# [TASK PROMPT]
Within the entries below, every line containing "block" is to be copied.
Top of DATASET RECORDS
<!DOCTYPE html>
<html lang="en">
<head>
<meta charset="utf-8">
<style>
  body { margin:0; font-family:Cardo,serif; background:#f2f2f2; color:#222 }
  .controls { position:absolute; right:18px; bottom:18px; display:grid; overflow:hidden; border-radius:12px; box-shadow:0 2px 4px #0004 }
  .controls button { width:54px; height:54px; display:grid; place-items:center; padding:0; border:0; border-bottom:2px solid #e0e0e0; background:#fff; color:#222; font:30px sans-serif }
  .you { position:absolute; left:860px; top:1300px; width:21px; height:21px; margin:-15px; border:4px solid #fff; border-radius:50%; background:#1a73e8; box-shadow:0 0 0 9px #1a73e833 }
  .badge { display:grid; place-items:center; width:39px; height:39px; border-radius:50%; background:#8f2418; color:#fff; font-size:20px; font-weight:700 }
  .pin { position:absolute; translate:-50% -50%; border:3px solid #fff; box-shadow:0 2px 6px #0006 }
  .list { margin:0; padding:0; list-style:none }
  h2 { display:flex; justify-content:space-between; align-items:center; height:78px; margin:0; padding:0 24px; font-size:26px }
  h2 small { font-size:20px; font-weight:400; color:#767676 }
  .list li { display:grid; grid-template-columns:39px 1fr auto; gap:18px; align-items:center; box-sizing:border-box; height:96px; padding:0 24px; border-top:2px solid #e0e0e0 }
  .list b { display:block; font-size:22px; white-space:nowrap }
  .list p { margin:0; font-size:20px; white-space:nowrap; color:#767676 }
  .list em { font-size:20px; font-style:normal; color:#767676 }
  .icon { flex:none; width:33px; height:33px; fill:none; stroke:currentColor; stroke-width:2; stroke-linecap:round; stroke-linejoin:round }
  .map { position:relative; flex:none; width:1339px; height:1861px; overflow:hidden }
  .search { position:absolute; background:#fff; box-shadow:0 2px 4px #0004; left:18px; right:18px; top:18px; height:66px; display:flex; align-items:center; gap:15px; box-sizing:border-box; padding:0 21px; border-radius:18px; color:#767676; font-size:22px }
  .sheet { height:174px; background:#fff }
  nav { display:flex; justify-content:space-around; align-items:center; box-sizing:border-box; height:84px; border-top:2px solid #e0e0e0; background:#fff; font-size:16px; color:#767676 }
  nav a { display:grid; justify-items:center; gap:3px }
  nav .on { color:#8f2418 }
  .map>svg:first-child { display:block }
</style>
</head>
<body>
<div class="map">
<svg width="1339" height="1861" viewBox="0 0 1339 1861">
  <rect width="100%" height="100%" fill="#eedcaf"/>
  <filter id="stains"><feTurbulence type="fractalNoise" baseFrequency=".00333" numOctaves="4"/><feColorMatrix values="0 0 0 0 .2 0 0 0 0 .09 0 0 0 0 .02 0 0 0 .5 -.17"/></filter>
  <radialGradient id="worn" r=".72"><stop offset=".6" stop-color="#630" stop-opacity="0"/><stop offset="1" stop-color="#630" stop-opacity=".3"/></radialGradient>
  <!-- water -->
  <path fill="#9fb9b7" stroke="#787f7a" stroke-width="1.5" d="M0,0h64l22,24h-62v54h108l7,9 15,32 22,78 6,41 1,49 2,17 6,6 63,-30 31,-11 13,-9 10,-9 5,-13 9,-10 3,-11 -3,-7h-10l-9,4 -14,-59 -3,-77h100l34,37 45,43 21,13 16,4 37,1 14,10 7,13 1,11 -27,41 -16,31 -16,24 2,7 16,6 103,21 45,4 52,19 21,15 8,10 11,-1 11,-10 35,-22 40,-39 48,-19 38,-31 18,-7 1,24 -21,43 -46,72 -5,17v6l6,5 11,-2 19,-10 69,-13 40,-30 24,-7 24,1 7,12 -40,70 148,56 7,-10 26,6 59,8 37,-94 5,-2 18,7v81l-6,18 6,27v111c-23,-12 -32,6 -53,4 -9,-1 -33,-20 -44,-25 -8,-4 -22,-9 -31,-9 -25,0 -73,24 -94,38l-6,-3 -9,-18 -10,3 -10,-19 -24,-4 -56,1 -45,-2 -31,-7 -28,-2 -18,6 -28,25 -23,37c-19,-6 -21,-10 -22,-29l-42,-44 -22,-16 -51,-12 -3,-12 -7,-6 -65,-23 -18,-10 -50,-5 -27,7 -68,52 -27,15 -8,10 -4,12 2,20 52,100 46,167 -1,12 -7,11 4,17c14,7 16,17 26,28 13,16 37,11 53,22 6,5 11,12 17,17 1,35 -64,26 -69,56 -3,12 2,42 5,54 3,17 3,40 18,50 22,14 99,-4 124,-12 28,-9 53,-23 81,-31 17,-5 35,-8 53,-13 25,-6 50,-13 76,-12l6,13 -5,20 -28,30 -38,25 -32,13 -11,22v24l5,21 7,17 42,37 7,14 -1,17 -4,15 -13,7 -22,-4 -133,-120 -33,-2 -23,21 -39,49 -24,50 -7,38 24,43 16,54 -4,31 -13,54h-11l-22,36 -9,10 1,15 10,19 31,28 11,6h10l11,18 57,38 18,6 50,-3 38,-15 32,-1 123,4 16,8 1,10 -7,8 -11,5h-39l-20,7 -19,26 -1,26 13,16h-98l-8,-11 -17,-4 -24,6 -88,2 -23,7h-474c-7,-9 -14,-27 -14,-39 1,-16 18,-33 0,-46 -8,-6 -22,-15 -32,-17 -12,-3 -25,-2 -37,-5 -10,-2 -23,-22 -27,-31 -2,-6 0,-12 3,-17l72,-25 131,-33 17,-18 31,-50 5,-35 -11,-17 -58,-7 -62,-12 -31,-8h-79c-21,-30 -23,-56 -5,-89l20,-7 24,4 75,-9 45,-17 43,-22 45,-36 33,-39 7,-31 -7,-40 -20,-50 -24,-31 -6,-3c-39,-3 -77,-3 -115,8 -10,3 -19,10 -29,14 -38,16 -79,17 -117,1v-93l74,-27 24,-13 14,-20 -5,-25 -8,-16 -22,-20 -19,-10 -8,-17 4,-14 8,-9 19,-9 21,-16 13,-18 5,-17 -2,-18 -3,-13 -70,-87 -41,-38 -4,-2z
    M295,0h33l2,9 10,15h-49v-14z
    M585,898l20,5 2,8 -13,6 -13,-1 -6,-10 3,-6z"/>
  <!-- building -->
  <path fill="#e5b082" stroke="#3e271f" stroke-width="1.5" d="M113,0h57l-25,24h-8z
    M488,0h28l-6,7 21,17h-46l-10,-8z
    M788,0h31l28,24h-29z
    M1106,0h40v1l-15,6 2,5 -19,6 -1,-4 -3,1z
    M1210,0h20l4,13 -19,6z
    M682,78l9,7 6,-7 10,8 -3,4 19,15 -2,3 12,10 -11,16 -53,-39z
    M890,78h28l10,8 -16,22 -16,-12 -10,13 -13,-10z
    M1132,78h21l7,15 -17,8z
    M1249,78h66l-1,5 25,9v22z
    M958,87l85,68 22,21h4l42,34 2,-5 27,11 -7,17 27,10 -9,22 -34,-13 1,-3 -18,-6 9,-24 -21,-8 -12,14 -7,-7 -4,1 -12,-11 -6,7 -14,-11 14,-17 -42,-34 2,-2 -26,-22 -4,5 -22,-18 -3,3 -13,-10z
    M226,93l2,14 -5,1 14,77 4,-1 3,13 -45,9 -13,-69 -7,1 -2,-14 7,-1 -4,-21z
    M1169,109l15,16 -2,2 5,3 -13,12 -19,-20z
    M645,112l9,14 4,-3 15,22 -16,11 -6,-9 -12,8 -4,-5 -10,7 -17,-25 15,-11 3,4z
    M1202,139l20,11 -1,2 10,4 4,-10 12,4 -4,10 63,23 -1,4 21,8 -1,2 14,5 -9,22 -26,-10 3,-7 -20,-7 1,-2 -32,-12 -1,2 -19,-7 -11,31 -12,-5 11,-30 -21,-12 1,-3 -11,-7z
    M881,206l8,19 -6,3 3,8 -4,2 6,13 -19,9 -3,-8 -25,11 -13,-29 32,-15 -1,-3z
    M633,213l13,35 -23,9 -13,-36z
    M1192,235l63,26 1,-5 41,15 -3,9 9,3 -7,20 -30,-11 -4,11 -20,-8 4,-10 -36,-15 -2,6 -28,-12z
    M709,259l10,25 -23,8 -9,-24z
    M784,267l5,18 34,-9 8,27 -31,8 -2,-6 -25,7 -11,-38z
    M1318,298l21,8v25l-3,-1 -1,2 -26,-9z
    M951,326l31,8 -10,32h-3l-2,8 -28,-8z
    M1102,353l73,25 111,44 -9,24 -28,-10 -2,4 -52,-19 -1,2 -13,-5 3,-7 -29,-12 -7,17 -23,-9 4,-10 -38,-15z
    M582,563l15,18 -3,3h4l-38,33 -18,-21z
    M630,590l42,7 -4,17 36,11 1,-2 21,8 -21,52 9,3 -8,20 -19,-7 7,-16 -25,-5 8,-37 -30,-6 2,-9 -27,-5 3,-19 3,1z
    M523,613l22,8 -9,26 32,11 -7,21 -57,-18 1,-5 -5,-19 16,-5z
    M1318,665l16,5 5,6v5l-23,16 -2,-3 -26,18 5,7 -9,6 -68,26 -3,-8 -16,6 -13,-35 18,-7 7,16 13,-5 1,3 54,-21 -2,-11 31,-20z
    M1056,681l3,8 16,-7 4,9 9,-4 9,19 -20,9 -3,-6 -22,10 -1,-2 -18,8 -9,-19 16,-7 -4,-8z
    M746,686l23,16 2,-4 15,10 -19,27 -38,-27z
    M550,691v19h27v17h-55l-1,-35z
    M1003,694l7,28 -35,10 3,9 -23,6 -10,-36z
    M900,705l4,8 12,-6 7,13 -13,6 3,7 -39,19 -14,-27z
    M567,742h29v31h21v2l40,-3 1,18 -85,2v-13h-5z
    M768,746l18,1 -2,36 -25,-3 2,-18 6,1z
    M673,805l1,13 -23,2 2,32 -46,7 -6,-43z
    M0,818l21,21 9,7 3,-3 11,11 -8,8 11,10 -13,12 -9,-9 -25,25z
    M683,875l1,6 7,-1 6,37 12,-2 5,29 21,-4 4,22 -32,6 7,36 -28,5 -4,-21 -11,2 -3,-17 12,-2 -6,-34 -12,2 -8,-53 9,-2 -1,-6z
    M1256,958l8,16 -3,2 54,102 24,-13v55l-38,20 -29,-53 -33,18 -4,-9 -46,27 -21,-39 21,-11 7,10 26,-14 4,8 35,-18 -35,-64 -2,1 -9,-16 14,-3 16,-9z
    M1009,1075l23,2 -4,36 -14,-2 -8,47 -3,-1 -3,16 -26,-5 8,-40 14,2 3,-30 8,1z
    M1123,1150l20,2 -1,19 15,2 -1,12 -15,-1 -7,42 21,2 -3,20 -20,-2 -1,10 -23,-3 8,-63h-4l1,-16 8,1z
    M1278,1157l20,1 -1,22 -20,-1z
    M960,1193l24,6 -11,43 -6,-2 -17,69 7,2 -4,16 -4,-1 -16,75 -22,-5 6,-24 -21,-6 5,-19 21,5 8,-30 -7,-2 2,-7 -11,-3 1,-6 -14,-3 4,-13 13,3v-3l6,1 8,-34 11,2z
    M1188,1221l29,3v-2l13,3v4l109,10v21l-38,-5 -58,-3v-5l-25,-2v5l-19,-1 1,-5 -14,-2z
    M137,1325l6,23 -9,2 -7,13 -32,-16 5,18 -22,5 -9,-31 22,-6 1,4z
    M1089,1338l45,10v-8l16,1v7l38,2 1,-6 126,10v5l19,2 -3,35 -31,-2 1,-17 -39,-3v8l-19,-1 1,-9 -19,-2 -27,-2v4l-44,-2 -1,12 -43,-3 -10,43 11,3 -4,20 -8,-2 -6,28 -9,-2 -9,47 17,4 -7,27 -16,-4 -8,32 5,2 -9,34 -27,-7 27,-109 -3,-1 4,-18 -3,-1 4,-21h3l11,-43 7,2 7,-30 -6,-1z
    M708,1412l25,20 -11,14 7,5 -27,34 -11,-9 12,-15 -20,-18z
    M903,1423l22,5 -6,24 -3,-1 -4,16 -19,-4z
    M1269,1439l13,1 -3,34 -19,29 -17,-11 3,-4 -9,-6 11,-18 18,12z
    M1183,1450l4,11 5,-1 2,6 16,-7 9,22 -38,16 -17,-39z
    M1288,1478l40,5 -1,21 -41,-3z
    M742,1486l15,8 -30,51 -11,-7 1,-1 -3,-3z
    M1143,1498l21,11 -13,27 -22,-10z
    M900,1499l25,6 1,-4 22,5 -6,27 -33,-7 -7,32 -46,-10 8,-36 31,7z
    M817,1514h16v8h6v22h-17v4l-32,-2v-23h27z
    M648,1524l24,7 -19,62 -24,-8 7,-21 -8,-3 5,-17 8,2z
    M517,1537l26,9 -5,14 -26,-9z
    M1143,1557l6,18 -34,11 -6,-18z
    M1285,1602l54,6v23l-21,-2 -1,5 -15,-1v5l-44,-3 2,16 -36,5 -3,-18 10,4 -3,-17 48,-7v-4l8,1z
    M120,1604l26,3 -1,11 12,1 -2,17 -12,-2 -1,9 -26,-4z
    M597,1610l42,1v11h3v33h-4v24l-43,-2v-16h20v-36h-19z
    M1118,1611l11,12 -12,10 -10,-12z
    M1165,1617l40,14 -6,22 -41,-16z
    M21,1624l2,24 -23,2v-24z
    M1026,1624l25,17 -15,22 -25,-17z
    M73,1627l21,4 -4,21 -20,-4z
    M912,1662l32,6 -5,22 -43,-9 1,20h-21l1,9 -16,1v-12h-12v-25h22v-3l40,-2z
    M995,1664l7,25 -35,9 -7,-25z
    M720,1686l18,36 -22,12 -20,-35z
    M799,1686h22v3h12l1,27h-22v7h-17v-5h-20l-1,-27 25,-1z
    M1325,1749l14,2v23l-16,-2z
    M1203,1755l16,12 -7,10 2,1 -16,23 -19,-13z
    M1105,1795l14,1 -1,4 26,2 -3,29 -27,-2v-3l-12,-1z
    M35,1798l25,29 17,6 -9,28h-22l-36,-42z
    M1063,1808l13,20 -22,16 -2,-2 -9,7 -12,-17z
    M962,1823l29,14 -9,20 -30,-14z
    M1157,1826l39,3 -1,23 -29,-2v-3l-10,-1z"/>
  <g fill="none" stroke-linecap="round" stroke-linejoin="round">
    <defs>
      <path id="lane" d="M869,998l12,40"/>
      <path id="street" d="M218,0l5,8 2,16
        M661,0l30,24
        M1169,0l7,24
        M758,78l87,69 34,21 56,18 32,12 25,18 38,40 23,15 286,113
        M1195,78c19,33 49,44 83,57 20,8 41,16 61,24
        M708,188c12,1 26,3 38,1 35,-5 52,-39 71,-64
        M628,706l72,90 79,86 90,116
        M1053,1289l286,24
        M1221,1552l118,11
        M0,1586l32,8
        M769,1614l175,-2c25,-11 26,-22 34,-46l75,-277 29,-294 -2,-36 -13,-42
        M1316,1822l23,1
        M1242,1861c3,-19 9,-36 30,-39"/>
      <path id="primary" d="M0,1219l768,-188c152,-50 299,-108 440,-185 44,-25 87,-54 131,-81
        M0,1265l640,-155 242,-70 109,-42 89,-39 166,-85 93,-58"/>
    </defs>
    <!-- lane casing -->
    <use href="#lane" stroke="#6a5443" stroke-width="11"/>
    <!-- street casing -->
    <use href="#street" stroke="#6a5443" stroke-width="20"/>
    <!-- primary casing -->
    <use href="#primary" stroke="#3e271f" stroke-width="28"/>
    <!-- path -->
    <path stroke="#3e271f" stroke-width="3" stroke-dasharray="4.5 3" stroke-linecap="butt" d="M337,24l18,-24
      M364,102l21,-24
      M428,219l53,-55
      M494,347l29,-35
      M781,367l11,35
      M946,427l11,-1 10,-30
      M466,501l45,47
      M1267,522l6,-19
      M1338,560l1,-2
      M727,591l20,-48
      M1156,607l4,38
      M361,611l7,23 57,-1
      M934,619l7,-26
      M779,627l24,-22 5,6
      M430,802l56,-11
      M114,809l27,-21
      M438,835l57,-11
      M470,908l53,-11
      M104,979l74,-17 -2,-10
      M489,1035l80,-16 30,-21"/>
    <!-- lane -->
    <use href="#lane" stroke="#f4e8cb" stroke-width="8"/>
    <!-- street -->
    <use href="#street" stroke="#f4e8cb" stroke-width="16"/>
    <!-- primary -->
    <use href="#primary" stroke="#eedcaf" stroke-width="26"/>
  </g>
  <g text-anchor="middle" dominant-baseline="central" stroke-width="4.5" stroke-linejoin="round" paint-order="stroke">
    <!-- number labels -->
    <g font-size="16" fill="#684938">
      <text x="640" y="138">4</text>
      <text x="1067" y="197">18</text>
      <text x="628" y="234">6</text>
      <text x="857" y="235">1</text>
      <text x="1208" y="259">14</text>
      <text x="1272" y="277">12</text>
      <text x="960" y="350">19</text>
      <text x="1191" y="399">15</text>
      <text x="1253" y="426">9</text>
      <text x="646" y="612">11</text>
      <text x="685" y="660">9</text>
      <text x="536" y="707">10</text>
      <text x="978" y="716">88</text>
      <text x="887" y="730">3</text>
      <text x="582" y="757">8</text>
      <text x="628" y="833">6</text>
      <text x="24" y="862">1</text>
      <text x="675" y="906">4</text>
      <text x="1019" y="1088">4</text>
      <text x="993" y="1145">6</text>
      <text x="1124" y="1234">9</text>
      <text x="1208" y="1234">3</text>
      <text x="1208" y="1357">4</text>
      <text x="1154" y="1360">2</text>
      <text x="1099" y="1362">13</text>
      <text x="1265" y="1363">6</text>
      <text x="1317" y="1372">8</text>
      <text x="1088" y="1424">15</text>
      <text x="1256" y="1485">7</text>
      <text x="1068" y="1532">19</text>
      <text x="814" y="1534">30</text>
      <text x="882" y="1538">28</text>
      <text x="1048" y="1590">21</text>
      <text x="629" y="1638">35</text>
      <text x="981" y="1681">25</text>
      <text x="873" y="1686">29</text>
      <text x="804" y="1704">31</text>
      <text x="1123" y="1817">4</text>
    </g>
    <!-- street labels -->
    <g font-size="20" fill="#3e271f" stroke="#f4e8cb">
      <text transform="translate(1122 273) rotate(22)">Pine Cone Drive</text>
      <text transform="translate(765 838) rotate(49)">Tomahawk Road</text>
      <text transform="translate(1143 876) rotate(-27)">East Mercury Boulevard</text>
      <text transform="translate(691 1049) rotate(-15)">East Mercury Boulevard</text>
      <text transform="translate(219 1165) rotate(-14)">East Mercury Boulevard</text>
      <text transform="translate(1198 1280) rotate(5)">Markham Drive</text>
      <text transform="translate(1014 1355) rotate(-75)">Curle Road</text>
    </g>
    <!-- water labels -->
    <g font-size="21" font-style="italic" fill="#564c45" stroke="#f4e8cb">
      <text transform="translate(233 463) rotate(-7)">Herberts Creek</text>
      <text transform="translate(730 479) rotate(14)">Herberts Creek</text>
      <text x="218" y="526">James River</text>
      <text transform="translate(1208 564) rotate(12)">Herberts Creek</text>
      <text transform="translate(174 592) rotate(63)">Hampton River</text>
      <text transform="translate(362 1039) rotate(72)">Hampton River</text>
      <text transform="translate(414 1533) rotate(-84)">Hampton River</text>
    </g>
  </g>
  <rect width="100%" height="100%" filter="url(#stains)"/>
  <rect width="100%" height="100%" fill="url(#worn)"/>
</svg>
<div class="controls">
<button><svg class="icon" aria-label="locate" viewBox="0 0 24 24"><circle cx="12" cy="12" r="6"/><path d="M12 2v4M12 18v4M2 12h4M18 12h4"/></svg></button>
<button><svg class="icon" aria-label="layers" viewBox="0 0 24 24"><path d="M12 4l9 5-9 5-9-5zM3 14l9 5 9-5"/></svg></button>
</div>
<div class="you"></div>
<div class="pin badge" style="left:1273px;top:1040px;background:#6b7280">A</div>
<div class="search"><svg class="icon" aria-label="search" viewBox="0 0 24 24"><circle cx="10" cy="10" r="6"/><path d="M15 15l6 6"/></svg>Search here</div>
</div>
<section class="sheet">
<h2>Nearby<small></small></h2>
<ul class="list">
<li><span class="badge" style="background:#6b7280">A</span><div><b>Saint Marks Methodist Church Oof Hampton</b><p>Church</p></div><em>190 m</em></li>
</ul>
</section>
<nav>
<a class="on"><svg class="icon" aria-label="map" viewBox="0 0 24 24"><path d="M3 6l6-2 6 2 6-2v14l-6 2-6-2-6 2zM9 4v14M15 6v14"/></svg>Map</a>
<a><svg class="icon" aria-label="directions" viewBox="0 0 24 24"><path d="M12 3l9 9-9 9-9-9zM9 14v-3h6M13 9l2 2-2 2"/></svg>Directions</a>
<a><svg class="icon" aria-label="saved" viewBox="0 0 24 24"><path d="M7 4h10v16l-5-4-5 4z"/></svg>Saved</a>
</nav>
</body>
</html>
Bottom of DATASET RECORDS
# [WRITTEN ANSWER]
  .list b { display:block; font-size:22px; white-space:nowrap }
  .map>svg:first-child { display:block }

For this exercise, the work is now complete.